Data for this task
┌──

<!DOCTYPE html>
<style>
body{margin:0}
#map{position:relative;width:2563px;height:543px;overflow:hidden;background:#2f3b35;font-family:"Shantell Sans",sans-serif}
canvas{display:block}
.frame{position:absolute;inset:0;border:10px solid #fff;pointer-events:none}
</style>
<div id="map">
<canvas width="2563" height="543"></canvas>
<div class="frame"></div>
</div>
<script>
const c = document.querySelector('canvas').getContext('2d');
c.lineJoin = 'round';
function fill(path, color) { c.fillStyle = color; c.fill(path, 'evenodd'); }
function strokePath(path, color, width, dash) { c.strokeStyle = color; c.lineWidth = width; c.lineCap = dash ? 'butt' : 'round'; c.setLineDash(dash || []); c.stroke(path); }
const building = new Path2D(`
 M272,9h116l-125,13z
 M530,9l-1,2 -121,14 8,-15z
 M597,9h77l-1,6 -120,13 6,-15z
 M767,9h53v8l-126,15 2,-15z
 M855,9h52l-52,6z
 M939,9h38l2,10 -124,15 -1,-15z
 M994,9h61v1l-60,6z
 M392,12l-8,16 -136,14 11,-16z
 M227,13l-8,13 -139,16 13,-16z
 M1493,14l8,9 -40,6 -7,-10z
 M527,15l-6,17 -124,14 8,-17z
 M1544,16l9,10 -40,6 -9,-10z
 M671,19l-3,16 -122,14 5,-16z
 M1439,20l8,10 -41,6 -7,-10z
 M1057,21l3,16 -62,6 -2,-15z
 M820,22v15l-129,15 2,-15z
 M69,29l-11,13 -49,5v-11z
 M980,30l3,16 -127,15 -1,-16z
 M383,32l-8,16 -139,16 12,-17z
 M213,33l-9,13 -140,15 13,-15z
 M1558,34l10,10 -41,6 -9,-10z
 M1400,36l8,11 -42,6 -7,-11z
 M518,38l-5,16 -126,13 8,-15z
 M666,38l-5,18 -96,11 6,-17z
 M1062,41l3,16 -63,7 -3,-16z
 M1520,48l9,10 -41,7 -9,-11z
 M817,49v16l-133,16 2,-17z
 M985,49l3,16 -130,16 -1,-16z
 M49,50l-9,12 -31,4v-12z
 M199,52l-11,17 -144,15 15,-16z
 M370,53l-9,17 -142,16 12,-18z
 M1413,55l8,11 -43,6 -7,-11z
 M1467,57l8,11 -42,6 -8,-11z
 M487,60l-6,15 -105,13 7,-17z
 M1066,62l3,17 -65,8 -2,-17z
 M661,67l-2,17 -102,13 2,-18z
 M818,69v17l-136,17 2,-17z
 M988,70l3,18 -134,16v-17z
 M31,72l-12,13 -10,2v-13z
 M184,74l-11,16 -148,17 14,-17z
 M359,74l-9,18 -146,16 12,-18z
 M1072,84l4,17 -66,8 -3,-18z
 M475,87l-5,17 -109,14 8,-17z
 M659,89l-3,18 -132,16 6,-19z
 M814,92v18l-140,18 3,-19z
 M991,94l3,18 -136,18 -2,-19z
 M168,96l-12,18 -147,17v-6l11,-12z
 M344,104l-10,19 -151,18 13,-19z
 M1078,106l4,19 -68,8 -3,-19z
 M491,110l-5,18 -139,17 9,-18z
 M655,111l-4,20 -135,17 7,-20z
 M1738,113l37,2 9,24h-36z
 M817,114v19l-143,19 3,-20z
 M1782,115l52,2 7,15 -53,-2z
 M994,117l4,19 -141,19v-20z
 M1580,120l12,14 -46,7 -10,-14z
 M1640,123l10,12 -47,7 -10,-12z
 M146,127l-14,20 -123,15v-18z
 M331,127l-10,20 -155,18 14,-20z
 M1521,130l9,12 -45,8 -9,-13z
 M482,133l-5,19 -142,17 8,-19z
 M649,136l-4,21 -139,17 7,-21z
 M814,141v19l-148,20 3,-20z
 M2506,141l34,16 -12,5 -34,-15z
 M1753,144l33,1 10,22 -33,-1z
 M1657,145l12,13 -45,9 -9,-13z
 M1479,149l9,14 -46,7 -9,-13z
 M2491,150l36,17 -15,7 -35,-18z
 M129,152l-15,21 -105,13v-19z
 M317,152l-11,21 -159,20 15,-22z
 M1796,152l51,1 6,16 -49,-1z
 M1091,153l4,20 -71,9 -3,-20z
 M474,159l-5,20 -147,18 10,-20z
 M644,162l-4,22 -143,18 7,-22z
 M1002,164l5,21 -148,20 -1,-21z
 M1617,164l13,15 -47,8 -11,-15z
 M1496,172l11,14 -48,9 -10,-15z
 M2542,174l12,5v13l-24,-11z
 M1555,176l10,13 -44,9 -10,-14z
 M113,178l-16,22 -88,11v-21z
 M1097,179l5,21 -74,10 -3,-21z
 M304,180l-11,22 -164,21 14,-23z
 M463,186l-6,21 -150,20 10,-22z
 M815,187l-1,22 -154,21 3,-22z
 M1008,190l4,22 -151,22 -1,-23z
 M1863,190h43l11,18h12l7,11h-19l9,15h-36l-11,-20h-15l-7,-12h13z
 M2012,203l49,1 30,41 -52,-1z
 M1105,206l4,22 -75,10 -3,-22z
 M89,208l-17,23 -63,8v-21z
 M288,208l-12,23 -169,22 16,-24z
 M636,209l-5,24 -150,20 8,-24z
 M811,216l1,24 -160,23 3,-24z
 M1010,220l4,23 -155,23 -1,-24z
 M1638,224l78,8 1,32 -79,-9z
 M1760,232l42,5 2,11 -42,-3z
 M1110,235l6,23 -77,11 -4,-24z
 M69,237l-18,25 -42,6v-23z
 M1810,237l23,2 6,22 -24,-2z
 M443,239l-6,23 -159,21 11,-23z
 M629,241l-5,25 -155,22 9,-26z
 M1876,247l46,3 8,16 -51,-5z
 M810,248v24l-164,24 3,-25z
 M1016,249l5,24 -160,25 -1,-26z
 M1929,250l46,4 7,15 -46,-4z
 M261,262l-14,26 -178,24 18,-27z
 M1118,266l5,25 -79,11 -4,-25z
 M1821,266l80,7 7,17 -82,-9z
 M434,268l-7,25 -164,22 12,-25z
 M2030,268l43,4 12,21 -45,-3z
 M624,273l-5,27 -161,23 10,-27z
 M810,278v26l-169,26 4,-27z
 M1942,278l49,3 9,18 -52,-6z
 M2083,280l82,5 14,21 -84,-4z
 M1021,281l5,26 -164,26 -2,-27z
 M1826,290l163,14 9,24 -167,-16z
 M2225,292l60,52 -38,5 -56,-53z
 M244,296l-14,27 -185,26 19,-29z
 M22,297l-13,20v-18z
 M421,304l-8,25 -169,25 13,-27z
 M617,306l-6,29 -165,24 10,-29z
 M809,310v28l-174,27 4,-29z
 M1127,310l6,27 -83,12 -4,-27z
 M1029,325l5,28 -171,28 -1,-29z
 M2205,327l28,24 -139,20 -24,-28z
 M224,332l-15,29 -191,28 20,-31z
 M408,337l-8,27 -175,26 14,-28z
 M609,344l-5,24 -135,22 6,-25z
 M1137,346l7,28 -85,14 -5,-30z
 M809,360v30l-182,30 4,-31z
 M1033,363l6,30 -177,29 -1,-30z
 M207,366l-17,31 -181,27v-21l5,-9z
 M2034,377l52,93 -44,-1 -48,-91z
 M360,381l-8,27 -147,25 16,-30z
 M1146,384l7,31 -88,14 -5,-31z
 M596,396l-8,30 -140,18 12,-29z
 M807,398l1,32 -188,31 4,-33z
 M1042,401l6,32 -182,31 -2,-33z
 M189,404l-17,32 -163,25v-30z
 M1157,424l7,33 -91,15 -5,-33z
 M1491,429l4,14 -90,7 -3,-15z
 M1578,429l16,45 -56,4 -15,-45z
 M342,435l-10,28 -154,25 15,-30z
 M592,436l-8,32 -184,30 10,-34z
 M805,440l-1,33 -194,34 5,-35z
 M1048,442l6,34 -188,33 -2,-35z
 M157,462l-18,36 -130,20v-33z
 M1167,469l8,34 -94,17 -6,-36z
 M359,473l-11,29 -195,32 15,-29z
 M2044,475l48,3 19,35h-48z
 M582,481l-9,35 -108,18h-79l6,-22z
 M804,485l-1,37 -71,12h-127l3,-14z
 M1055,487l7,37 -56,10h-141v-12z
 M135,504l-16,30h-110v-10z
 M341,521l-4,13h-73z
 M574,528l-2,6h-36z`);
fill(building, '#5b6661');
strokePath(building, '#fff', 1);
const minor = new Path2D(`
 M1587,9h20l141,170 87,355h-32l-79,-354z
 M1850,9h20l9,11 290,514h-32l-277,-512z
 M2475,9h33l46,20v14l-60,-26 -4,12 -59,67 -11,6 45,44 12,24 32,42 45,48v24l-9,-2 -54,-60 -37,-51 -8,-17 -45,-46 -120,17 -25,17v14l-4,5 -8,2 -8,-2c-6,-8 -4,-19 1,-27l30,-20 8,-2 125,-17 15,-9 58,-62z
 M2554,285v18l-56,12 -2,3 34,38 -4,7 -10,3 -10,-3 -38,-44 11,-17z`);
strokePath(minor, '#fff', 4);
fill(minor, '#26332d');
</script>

└──

Work task
Wherever the string "canvas" occurs in the listing, return the line it sits on.

Reply to the task
canvas{display:block}
<canvas width="2563" height="543"></canvas>
const c = document.querySelector('canvas').getContext('2d');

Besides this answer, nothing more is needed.